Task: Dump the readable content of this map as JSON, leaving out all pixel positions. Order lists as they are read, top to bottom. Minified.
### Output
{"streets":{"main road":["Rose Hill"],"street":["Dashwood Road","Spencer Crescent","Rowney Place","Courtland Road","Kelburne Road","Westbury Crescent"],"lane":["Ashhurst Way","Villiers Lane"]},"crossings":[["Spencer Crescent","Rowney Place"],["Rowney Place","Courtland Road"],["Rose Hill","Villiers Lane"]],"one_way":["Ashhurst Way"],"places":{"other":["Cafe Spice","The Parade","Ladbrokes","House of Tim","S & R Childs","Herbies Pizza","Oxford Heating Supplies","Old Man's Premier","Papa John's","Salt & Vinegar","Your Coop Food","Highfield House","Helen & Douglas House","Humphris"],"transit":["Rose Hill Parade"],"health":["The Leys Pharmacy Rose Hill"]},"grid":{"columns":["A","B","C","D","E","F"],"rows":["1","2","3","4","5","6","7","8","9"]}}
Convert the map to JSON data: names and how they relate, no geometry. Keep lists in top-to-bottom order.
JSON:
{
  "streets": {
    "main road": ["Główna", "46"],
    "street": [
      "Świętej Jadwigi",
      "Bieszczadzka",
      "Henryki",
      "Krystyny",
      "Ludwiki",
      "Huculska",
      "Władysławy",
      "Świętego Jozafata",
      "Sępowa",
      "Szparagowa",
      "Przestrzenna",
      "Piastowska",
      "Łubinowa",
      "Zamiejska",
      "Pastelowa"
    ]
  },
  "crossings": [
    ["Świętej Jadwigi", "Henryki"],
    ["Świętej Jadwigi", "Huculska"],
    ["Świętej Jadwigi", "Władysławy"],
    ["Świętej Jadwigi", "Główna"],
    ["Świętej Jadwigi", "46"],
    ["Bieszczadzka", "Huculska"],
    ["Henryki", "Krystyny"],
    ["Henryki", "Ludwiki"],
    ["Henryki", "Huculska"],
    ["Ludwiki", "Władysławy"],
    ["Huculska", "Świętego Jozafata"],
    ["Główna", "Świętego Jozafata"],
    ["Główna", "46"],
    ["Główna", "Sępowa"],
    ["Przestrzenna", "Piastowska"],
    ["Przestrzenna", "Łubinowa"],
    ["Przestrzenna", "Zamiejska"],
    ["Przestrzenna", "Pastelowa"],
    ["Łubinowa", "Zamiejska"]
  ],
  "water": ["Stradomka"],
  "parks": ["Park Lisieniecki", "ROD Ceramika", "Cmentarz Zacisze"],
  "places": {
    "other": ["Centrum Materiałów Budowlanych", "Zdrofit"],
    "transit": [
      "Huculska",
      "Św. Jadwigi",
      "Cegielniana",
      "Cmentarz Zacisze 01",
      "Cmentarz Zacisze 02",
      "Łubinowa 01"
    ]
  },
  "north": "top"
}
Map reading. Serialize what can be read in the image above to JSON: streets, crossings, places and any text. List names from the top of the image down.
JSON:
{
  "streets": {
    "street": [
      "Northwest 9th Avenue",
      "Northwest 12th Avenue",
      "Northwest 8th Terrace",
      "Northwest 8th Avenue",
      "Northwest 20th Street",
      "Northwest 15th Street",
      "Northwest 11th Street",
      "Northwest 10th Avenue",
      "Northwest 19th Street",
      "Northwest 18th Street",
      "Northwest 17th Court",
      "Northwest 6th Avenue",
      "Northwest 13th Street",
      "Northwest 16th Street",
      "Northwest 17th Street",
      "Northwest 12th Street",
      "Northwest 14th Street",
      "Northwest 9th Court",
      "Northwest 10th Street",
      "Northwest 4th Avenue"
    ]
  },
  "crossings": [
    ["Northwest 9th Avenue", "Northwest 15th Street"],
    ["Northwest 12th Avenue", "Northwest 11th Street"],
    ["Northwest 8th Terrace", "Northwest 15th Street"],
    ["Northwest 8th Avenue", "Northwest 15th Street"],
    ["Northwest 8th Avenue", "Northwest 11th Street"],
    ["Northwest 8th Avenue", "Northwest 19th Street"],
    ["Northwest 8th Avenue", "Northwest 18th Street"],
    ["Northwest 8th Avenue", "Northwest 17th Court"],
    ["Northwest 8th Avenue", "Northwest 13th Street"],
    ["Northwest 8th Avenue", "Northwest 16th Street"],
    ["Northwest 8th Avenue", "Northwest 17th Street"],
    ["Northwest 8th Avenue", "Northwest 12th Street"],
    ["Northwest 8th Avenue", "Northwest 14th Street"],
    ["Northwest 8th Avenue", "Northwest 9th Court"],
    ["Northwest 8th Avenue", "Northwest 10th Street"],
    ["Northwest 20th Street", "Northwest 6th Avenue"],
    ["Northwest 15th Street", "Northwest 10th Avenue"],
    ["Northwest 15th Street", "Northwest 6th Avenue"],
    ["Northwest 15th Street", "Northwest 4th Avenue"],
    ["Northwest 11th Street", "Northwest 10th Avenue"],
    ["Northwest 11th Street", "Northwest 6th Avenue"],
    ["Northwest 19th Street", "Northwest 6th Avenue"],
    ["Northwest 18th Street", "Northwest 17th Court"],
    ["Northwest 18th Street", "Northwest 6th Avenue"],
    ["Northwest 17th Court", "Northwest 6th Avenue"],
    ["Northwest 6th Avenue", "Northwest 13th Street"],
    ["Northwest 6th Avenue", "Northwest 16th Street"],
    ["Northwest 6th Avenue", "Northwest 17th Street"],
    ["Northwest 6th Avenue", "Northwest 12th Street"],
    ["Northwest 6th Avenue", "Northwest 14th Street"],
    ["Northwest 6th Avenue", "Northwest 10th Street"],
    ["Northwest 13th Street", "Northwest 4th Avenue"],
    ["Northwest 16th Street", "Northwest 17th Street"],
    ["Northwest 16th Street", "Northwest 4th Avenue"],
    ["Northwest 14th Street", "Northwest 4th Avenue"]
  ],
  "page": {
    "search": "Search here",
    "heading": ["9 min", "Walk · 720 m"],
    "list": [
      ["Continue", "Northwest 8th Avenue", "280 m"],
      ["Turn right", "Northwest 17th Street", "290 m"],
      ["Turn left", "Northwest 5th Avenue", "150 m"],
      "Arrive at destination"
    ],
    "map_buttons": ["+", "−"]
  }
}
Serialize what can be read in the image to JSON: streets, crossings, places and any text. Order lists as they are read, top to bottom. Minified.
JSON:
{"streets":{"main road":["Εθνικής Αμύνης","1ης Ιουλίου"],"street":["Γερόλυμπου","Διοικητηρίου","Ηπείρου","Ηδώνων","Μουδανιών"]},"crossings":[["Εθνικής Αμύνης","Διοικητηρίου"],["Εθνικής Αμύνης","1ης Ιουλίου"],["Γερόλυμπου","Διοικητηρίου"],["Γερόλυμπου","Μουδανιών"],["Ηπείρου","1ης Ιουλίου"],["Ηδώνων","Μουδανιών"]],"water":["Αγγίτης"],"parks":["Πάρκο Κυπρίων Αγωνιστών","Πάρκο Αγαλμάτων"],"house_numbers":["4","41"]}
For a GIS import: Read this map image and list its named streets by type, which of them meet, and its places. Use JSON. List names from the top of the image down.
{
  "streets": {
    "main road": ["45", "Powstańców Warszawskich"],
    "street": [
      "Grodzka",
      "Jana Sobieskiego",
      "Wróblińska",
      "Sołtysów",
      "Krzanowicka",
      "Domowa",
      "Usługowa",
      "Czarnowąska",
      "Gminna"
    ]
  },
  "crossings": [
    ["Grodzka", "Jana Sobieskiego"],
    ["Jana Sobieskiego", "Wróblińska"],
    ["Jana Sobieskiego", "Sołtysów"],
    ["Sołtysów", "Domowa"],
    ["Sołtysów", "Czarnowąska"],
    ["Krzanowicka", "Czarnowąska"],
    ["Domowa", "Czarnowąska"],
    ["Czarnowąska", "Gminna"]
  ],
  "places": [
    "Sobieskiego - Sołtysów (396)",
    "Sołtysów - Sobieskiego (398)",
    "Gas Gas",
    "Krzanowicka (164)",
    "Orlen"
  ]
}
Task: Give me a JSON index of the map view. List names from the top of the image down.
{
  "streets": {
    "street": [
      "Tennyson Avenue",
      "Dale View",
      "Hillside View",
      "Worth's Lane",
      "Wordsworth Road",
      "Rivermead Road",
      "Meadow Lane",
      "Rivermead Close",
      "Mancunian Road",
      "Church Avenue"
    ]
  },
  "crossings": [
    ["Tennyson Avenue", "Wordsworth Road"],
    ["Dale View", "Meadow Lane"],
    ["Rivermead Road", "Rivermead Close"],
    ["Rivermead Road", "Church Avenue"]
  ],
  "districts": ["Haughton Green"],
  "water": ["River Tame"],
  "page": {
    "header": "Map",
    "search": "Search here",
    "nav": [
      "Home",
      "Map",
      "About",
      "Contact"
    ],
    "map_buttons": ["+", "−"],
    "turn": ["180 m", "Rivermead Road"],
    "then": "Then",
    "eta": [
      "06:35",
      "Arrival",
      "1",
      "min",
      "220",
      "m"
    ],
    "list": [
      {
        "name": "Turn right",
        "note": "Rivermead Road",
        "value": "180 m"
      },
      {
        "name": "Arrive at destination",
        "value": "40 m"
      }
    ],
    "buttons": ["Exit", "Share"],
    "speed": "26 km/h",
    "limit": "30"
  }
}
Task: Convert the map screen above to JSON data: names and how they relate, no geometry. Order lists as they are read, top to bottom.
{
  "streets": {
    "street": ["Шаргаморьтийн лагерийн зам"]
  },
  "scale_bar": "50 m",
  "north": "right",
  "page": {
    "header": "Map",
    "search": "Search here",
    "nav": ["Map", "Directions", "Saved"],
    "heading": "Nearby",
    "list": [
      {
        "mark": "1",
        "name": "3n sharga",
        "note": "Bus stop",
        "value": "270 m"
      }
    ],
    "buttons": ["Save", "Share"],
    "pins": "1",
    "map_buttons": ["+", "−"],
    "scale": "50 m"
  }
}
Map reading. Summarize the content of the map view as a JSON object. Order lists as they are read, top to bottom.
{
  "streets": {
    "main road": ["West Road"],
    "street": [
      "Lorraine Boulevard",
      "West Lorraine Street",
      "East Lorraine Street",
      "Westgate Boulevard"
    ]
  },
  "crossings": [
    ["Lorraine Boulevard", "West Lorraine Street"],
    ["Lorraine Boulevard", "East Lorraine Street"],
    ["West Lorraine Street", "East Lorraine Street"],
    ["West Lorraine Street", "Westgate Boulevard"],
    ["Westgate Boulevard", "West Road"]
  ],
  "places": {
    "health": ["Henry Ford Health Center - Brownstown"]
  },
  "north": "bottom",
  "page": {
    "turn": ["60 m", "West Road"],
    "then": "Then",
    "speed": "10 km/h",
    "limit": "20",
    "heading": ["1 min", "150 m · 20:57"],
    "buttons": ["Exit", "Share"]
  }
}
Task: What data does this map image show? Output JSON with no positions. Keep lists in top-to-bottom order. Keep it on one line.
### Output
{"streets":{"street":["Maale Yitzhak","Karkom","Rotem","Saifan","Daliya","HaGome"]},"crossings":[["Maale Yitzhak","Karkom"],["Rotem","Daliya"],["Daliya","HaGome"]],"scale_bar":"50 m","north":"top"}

━━━

PROBLEM DESCRIPTION
Find every line of the records holding "Keep". Answer with the count alone.

RESPONSE AREA
2